● Exercise prompt
The data below holds a line containing "function fill(path, color)" and a line containing "function trace(path, color, width, dash)"; please quote exactly those two lines and every line between them, and nothing else.

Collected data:
○ ○ ○ ○
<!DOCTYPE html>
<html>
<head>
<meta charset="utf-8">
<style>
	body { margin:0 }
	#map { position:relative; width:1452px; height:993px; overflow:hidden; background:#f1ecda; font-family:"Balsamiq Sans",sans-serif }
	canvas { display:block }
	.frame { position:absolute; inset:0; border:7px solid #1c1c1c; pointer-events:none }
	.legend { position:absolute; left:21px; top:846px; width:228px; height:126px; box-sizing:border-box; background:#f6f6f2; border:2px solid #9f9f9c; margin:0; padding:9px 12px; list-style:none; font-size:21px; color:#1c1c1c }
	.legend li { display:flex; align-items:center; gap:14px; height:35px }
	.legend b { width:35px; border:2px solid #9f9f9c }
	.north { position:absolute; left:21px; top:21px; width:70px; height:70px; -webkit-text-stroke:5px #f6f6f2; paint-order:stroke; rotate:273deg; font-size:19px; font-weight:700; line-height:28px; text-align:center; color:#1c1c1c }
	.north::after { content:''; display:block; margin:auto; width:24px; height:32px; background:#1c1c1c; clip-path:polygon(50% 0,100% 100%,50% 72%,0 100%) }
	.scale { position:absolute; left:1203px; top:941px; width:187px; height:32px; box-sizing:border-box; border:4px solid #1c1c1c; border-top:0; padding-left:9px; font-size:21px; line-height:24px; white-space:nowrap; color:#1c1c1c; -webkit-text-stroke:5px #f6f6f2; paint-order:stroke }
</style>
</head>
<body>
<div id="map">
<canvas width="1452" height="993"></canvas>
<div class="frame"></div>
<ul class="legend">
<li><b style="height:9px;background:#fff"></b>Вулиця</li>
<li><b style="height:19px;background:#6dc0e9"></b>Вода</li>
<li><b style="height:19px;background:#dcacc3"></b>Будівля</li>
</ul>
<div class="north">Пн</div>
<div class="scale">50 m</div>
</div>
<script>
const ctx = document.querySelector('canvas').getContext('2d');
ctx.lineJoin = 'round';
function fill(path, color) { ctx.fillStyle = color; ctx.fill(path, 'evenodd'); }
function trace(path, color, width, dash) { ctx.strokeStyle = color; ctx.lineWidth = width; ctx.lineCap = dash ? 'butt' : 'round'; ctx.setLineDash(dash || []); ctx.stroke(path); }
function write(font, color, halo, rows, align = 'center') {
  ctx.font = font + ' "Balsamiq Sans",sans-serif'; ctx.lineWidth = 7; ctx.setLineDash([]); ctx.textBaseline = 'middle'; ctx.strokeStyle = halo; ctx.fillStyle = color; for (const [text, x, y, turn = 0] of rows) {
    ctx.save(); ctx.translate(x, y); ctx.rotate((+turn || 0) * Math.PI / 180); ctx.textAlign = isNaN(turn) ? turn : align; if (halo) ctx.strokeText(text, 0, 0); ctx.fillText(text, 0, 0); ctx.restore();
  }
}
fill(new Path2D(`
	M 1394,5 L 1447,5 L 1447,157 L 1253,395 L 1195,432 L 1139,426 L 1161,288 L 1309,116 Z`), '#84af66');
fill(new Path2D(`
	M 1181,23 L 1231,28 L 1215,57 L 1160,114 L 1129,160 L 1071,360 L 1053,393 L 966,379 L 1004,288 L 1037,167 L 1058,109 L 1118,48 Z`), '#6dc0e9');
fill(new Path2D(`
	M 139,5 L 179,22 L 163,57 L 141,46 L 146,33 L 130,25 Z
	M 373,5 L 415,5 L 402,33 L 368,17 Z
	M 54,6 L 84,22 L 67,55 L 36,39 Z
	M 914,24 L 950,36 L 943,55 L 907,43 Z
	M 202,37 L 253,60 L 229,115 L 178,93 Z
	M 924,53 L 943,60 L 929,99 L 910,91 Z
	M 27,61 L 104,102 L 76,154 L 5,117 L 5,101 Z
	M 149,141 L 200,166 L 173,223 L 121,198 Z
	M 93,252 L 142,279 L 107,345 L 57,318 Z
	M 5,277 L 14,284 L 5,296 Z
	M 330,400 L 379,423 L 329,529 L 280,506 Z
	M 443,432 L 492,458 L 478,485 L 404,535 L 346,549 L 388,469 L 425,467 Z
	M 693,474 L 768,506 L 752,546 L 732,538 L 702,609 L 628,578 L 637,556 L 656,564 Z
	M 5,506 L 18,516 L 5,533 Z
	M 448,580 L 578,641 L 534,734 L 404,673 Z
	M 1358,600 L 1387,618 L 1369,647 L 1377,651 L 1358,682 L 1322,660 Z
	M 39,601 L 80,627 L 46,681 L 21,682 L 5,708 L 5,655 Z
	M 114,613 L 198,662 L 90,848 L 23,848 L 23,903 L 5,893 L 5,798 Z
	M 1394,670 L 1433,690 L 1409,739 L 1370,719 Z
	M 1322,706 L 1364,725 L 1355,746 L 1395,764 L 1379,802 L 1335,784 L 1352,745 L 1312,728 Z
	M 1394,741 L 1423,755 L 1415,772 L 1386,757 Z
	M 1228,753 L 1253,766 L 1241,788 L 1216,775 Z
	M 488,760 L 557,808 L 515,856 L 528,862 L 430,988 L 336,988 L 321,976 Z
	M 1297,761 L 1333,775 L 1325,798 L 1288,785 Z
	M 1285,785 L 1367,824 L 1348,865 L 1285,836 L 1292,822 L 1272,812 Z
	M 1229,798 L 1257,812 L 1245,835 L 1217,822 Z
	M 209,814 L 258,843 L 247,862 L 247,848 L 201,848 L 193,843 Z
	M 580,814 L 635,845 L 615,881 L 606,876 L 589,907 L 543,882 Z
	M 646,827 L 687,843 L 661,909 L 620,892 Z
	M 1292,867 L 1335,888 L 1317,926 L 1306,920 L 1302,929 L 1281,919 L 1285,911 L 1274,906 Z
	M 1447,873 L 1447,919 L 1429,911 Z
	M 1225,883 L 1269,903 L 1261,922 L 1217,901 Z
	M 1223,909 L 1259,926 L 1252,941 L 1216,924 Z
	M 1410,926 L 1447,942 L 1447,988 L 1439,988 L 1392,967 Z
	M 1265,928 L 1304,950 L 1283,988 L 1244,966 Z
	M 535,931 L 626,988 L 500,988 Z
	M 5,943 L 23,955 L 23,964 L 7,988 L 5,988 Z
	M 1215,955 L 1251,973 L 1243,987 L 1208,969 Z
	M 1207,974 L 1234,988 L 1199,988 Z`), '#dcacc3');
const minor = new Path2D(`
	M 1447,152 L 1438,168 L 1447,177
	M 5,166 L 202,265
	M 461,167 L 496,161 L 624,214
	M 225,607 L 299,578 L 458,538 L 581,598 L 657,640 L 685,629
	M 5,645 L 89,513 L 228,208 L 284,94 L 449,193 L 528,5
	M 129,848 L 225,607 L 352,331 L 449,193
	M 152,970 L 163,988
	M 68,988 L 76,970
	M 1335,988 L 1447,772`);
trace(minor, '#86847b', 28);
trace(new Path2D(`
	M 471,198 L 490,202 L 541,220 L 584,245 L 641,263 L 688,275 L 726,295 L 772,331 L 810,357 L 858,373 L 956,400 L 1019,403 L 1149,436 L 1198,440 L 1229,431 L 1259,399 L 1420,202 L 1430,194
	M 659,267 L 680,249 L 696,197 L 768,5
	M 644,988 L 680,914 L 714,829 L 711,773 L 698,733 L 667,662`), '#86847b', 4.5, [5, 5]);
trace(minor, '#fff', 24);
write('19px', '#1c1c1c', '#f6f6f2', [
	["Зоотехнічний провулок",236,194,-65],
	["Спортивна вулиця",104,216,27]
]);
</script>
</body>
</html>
○ ○ ○ ○
● Response below
function fill(path, color) { ctx.fillStyle = color; ctx.fill(path, 'evenodd'); }
function trace(path, color, width, dash) { ctx.strokeStyle = color; ctx.lineWidth = width; ctx.lineCap = dash ? 'butt' : 'round'; ctx.setLineDash(dash || []); ctx.stroke(path); }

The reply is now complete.